■ Instructions to follow:
Below are records; reproduce exactly the lines from the one that has "border:9px solid #d22;" through the one that has "position:absolute; display:grid; place-items:center;", ends included, and nothing more.

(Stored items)
——

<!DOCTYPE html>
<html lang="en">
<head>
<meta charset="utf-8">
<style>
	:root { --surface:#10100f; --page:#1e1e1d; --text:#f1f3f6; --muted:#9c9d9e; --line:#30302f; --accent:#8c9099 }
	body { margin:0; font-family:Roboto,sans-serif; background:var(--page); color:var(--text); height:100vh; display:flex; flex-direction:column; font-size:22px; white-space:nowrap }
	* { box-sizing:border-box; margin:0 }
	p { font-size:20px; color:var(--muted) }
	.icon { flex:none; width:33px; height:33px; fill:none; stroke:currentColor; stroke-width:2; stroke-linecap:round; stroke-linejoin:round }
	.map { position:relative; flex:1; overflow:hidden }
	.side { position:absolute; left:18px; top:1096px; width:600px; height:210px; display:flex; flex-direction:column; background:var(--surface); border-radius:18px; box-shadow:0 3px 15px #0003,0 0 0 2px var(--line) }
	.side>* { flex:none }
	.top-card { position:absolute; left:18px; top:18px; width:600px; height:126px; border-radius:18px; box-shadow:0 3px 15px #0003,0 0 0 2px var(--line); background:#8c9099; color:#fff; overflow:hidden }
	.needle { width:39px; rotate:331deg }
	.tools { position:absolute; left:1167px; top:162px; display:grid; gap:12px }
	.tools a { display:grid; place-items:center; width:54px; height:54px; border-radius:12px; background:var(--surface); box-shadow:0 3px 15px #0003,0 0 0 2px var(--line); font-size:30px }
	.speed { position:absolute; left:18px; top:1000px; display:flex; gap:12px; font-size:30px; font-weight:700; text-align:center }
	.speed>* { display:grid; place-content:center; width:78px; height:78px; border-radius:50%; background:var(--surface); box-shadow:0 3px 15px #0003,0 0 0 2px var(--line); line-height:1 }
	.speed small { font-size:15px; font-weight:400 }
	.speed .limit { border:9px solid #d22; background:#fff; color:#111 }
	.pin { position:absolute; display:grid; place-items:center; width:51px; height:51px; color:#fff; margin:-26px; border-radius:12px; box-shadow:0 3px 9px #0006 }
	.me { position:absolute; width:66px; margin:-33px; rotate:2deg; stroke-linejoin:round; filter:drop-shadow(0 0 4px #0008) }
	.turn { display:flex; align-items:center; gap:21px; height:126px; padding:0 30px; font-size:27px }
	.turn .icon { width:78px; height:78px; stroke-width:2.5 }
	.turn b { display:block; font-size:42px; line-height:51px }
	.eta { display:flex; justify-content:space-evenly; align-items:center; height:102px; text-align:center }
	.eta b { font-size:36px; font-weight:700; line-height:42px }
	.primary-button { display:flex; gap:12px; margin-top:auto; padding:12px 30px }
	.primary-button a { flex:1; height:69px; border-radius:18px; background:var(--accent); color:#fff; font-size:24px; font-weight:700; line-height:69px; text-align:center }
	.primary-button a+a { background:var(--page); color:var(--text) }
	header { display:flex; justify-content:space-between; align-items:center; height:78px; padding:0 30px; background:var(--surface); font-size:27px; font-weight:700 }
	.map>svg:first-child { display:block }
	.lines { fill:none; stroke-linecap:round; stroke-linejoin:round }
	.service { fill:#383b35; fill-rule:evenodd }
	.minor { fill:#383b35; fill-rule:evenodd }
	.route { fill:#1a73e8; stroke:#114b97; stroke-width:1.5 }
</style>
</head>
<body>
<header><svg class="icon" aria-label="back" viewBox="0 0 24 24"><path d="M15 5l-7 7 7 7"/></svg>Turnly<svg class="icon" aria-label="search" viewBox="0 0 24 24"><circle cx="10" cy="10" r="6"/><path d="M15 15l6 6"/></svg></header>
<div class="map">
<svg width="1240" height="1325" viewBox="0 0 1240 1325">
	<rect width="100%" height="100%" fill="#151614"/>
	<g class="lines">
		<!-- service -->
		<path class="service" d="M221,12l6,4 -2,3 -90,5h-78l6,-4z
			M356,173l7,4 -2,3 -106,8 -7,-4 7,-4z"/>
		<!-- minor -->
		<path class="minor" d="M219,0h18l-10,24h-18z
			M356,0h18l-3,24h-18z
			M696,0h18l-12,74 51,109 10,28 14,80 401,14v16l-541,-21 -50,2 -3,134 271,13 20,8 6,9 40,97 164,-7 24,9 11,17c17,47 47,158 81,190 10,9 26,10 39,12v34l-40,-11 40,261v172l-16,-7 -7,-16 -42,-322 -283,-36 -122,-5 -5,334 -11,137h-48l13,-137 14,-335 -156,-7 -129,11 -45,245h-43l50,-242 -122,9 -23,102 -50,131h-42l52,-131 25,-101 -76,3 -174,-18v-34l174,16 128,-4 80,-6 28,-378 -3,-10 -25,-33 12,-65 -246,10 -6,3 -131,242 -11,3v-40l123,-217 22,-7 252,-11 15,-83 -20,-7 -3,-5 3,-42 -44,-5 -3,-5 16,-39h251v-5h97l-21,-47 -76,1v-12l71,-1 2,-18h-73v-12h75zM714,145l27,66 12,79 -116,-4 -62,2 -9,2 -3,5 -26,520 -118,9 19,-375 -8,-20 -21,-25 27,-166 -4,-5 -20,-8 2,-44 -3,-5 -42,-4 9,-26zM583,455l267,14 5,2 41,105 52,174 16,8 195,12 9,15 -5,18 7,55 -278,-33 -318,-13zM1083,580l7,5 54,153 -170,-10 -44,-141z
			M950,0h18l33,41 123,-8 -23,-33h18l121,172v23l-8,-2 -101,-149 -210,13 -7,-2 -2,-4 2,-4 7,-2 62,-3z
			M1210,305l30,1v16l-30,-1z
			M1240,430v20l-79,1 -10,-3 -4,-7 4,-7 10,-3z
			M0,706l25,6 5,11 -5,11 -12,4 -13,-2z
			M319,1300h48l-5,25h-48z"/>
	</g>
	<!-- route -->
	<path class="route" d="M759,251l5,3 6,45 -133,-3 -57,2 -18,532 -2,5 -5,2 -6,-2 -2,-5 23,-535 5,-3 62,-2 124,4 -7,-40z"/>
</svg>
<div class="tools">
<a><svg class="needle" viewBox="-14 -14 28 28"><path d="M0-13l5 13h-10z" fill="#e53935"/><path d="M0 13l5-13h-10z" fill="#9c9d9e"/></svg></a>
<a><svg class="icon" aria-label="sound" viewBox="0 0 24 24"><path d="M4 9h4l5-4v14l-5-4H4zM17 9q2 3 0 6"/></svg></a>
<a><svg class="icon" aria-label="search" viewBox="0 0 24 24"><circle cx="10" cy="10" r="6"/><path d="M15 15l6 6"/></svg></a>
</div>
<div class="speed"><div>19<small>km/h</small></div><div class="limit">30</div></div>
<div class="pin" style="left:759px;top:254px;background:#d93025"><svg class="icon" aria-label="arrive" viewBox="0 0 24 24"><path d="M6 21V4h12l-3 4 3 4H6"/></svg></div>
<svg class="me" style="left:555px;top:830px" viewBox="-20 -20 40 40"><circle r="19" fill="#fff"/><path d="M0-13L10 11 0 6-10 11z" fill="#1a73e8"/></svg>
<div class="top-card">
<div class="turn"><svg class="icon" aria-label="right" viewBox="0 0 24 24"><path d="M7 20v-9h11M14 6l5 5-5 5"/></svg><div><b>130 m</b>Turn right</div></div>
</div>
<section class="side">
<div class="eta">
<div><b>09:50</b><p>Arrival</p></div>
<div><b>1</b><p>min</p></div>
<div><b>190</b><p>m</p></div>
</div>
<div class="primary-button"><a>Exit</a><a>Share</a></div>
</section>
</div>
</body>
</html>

——

■ Answer space:
	.speed .limit { border:9px solid #d22; background:#fff; color:#111 }
	.pin { position:absolute; display:grid; place-items:center; width:51px; height:51px; color:#fff; margin:-26px; border-radius:12px; box-shadow:0 3px 9px #0006 }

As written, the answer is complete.